There is obviously much more to this story as a whole, that I will not get into right now. But I do want to say that my dad was not just cheating on a hormonal whim. He believed that he had found his soul mate in this other woman, he was in love with her. It was tearing him up, because he didn't want to leave his family, but he also knew he was supposed to be with this other lady. It's a long, complicated story of emotions, feelings, and events that is too long for this entry.

Yes, he should have ended things with my mom before going to someone else, I don't excuse that. But in all fairness, I want to mention that aside from this betrayal, he is a great person and he has been one of the biggest inspirations in my life and I look up to him with great admiration.

And if you're wondering...My dad did marry the other woman. Now, almost 9 years after they got married, they are still very happy. My mom has had a boyfriend for almost that many years also, and he is very good to her. My dad's wife is a wonderful woman, and she is phenominal with my boys and my sister's boys. We all wish things had happened in a different order, but in the end everyone is probably happier with their lives.

Other Monday Memories:

Shelli (new hostess of MM)

Kdubs

Uisce

Melissa

Kimmy

Norma

7 comments:

Norma said...

This is really painful to read, and even though I don't know the people, I wish it had turned out differently. I'm guessing he and your mom were happy 9 years into their marriage too. Sigh.

My MM blog is up too. You're a good writer Courtney.

Veronika said...

Wow. That is really sad. It's good to know that you don't harbor any hard feelings toward your father. I'm sure it was very painful for him to decide what to do.
Thank you for sharing-
My MM is up
:)

Kimmy said...

Wow. That was heart breaking. I am so sorry you and your family had to go through that. The one blessing is that they are both happy where they are now. I hope that helps ease the pain a little.
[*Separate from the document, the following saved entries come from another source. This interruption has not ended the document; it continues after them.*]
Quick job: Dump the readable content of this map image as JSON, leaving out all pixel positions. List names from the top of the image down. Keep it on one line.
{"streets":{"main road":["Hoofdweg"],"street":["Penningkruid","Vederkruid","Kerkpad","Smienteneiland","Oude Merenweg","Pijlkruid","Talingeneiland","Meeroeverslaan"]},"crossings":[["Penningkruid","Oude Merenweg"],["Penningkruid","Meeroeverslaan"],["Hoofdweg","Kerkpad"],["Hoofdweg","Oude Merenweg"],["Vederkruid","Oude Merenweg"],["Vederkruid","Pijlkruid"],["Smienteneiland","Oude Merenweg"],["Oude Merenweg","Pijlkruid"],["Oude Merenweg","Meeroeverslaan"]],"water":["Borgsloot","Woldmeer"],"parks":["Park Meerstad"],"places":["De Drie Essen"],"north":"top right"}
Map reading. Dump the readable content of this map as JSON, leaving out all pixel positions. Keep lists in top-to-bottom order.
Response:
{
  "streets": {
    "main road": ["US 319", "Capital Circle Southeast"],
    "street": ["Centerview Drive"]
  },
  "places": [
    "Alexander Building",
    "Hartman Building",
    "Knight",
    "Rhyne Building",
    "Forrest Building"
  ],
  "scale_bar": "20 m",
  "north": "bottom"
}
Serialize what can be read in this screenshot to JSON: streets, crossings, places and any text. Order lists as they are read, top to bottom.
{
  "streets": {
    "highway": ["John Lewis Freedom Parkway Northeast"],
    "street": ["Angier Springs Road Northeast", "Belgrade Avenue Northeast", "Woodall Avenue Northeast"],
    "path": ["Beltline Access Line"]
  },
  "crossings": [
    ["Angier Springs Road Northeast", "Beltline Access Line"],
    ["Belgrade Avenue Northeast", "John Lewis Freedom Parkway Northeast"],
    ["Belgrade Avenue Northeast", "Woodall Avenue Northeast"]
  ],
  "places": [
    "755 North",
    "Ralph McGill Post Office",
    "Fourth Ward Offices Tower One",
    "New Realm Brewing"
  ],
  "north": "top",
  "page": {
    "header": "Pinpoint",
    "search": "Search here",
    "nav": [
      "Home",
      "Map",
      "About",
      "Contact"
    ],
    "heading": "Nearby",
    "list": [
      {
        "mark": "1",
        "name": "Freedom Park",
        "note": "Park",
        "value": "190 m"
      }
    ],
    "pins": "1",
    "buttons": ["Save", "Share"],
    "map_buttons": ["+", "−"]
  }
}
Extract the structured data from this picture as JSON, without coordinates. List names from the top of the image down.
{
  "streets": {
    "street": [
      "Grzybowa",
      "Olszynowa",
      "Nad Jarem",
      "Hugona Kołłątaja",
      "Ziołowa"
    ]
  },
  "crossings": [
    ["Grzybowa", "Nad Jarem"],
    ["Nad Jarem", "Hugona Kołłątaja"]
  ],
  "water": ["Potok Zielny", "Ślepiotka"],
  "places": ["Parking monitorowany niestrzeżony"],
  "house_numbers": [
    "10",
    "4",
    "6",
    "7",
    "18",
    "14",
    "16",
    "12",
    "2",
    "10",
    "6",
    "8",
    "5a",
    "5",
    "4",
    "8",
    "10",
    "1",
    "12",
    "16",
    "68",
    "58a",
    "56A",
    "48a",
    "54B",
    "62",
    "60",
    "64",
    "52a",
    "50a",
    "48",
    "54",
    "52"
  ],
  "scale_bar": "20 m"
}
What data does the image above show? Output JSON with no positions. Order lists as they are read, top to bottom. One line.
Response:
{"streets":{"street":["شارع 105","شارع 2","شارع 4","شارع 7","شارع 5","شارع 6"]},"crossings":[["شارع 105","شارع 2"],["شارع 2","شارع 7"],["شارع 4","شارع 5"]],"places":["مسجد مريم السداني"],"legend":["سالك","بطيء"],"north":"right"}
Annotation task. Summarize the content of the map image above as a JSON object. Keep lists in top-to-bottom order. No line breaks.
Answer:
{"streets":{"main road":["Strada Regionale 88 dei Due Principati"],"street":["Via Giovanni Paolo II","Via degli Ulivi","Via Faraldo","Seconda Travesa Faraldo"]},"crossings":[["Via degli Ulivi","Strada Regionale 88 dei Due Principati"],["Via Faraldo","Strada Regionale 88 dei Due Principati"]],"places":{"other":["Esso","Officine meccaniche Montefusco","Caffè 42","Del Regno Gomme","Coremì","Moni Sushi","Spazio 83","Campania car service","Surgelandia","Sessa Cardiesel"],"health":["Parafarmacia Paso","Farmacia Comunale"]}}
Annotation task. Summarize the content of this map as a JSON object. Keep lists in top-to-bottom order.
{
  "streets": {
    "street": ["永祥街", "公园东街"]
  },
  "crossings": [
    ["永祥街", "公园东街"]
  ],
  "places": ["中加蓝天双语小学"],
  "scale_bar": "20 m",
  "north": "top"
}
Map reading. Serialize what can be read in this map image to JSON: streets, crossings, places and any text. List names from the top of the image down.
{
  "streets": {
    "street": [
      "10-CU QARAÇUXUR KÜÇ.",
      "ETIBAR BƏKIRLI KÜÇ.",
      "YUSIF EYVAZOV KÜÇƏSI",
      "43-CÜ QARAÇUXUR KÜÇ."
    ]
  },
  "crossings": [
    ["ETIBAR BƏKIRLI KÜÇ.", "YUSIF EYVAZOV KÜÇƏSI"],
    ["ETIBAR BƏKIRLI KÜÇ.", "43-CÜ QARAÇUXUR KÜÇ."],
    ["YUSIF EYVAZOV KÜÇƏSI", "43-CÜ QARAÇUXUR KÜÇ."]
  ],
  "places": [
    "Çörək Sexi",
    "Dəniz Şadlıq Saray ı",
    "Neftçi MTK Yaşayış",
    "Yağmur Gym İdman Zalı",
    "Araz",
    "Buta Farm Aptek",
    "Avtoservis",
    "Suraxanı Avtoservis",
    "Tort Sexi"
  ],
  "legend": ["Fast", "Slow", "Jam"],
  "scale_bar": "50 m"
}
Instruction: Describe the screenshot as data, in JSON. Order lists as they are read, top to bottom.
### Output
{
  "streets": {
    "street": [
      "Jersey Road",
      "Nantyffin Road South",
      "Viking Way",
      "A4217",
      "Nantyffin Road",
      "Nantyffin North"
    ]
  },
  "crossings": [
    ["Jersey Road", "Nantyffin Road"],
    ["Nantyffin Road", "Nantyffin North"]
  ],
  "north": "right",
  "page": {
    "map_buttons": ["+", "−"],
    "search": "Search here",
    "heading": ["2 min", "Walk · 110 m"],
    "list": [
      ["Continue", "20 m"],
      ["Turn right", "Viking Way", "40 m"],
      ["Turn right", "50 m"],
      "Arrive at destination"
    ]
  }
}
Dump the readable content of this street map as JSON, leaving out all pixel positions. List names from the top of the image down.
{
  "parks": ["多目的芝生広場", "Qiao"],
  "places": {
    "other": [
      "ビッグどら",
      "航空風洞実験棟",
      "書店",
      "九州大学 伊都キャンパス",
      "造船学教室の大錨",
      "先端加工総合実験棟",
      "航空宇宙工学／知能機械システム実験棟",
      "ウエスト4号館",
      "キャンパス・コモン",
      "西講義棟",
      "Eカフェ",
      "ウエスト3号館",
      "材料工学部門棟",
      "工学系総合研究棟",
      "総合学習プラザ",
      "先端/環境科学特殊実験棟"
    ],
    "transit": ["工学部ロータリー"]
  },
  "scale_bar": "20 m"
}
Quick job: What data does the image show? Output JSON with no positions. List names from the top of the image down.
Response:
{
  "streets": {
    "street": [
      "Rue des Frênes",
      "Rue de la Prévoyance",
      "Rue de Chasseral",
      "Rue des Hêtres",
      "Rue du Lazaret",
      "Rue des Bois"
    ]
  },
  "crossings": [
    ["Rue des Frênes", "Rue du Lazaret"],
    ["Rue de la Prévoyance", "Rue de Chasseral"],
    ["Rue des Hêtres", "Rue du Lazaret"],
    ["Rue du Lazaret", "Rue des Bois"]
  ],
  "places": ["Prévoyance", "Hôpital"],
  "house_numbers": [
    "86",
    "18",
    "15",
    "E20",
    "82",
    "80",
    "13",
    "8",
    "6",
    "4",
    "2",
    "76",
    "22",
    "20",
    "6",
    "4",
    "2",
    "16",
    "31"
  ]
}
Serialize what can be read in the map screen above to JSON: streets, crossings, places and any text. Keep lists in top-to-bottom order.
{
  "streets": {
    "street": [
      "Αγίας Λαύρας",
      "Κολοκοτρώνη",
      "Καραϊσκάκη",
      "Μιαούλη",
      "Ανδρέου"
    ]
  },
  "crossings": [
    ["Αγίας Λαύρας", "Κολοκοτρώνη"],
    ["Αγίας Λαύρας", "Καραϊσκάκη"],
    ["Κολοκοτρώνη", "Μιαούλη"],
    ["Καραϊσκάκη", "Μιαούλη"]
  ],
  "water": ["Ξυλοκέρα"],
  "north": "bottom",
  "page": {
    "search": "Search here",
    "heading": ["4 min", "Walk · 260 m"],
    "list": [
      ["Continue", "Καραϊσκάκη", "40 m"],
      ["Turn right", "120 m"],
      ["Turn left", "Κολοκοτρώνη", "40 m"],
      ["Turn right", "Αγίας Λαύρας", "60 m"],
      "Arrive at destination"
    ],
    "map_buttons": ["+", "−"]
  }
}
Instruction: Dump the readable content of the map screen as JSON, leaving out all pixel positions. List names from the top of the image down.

What was it with the sad theme this week? We have got to do something funny next week :P

Thanks for stopping by!

Write From Karen said...

Oh wow Courtney. I think what struck me the most was your reaction to all of this. Though I could hear your pain, I could also sense your maturity and resignation over something you could not control. Kudos to you girlfriend, and thank you for sharing a very raw memory.

Melzie said...

Aww... that is sad- good on teh how it is now, but sad back then...

Uisce said...

You are so understanding. What a gift! Sometimes things happen for reasons we can't understand or don't want to. And sometimes things happen that are hurtful by their very nature. You have a good heart, you really do.

Courtney said...

Wow, thank you all for such nice comments about me! Wasn't expecting that, lol! I appreciate everything each one of you said. How sweet you all are!